**Directions**
Below are the records; count the lines that include the string "rows" and give only that number.

[Data for the task — start]

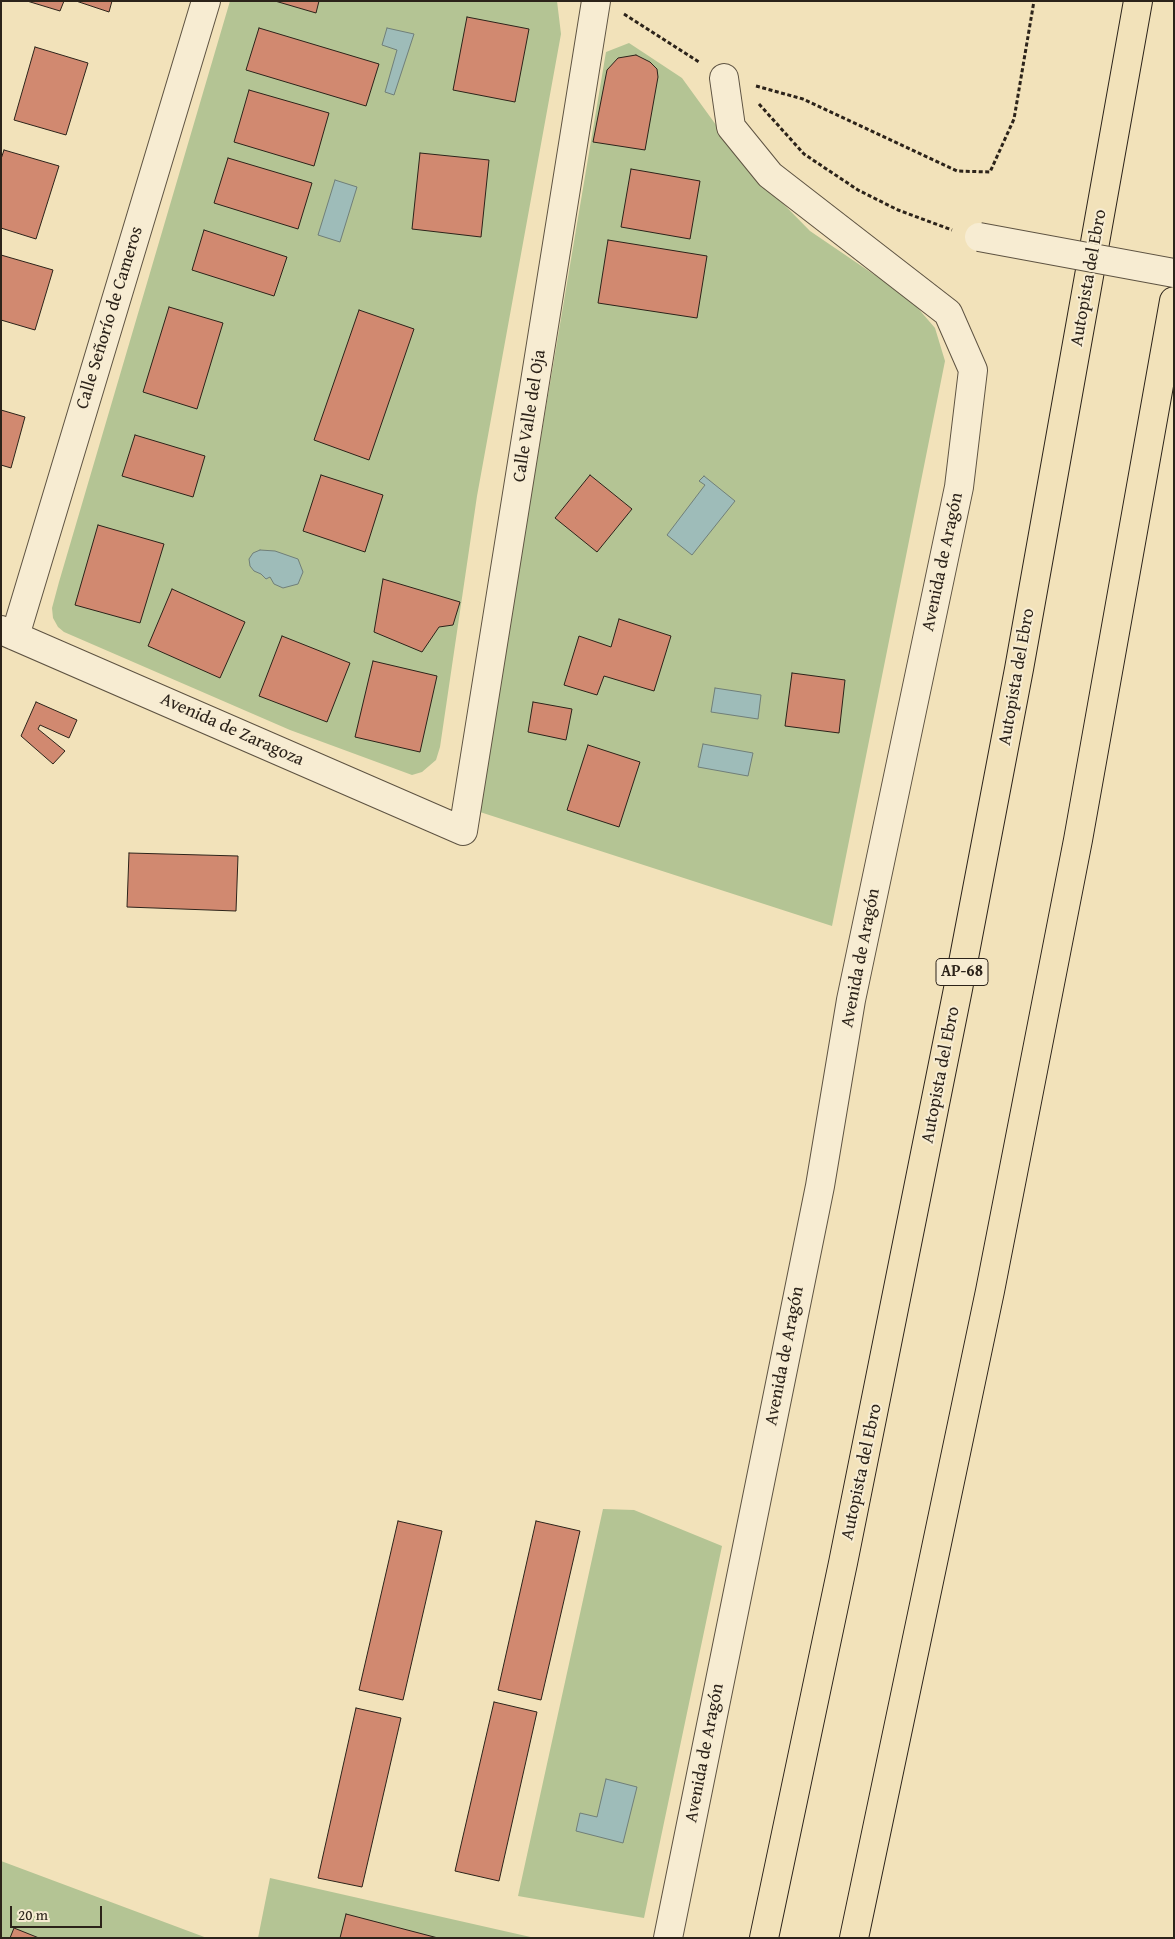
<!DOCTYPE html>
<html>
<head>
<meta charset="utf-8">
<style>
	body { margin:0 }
	#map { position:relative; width:1175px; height:1939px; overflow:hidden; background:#f2e2ba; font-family:"Gentium Book Plus",serif }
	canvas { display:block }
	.frame { position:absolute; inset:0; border:2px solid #2c231a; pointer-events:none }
	.scale { position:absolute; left:10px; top:1906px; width:92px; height:22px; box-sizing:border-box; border:2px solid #2c231a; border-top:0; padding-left:6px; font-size:15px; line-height:18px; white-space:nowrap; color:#2c231a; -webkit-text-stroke:4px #f7ecd2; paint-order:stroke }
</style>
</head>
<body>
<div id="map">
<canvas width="1175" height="1939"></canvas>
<div class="frame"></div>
<div class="scale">20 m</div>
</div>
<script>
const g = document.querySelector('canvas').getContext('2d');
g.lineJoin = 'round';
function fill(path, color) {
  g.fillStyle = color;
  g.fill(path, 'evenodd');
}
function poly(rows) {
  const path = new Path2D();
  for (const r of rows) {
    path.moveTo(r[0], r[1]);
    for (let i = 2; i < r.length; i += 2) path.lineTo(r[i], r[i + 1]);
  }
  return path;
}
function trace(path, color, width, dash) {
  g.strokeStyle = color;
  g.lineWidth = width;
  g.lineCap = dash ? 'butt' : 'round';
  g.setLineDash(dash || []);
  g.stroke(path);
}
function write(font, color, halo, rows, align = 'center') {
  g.font = font + ' "Gentium Book Plus",serif';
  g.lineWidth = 4;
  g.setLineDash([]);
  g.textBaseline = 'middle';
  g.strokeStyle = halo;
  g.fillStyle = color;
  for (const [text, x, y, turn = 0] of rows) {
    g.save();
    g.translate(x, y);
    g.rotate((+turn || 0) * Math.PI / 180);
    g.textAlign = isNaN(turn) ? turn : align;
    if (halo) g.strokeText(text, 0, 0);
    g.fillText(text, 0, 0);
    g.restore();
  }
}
const green = poly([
	[230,1,557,1,561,34,477,496,440,747,436,760,422,772,412,775,290,730,64,632,58,627,53,618,52,608,59,582],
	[629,43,682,78,745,165,810,231,910,299,935,328,945,361,832,926,480,812,493,721,606,52],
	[603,1509,634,1510,722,1546,644,1918,518,1896],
	[1,1861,207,1938,1,1938],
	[270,1878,535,1938,258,1938]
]);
const water = poly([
	[387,28,414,34,394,95,385,92,397,50,382,45,387,28],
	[335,180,357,187,340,242,318,235,335,180],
	[704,476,735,501,692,555,667,535,705,485,699,481,704,476],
	[260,550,275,551,298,559,303,572,298,584,283,588,274,584,270,577,266,579,261,574,254,571,250,566,249,559,253,553,260,550],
	[715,688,761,695,758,719,711,712,715,688],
	[703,744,753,753,748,776,698,767,703,744],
	[606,1779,637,1787,623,1843,576,1831,580,1813,597,1817,606,1779]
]);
const building = poly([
	[27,1,64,1,60,11,27,1],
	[76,1,112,1,109,12,76,1],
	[275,1,319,1,316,13,275,1],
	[467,17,529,29,515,102,453,90,467,17],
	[259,28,379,64,366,106,246,70,259,28],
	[35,47,88,63,66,135,14,120,35,47],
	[636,55,650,62,657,69,658,77,645,150,593,142,607,70,618,58,636,55],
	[249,90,329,113,314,166,234,142,249,90],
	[4,150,59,166,36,239,1,228,1,159,4,150],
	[420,153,489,160,481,237,412,229,420,153],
	[228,158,312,183,298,229,214,203,228,158],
	[631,169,700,181,690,239,621,227,631,169],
	[204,230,287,257,274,296,192,270,204,230],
	[608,240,707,256,697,318,598,303,608,240],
	[1,255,53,270,35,330,1,320,1,255],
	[169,307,223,323,197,409,143,392,169,307],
	[359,310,414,329,369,460,314,440,359,310],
	[1,410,25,417,11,468,1,465,1,410],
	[135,435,205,456,193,497,122,476,135,435],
	[321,475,383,495,365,552,303,531,321,475],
	[590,475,632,509,597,552,555,518,590,475],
	[98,525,164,544,140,623,75,605,98,525],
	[383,579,460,602,453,625,439,627,422,652,374,632,383,579],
	[172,589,245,622,220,678,148,646,172,589],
	[619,619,671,636,654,691,604,676,597,695,564,685,579,636,611,647,619,619],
	[282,636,350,663,327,722,259,696,282,636],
	[373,661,437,676,420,752,355,737,373,661],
	[792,673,845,680,839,733,785,726,792,673],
	[36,702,77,720,69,738,40,725,38,729,65,751,53,764,21,736,36,702],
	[533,702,572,709,566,740,528,732,533,702],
	[588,745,640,762,619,827,567,810,588,745],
	[129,853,238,856,236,911,127,907,129,853],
	[398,1521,442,1531,403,1700,359,1690,398,1521],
	[536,1521,580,1531,541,1700,498,1690,536,1521],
	[494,1702,537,1712,499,1881,455,1871,494,1702],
	[356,1708,401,1718,362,1887,318,1878,356,1708],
	[346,1914,438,1938,340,1938,346,1914],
	[14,1928,39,1938,10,1938,14,1928]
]);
const path = poly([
	[624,14,699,62],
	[756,86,803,99,957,171,990,172,1014,119,1034,1],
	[759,104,804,154,858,190,898,210,952,230]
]);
const minor = poly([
	[1,630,463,831,596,1],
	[15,636,206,1],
	[668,1938,820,1186,851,1000,959,487,973,370,948,313,770,175,731,127,724,78]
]);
const motorway = poly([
	[764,1938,843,1563,958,989,1019,669,1138,1],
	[854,1938,990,1291,1078,840,1174,301]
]);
const minorBridge = poly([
	[979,237,1174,273]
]);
const shields = [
	[962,972,52]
];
const shieldNames = [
	["AP-68",962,972]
];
const streetNames = [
	["Autopista del Ebro",1089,278,-80],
	["Calle Señorío de Cameros",110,318,-73],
	["Calle Valle del Oja",530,416,-81],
	["Avenida de Aragón",943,562,-78],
	["Autopista del Ebro",1017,677,-80],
	["Avenida de Zaragoza",232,730,24],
	["Avenida de Aragón",861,958,-79],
	["Autopista del Ebro",941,1075,-79],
	["Avenida de Aragón",785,1356,-79],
	["Autopista del Ebro",862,1472,-78],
	["Avenida de Aragón",705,1753,-79]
];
fill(green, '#b4c494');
fill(water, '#9ebcb9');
trace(water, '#707f79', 1);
fill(building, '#d18970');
trace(building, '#2c231a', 1);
trace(minor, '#5e5342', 30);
trace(motorway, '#2c231a', 30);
trace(path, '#2c231a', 3, [4, 2.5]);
trace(minor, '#f7ecd2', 28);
trace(motorway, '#f2e2ba', 28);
trace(minorBridge, '#5e5342', 30, []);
trace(minorBridge, '#f7ecd2', 28);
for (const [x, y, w] of shields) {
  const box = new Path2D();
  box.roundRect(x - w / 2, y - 13.5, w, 27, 4);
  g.fillStyle = '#f7ecd2';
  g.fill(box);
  trace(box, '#2c231a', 1);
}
write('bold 16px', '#2c231a', null, shieldNames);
write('18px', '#2c231a', '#f7ecd2', streetNames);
</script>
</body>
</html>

[Data for the task — finish]

**Result of the task**
4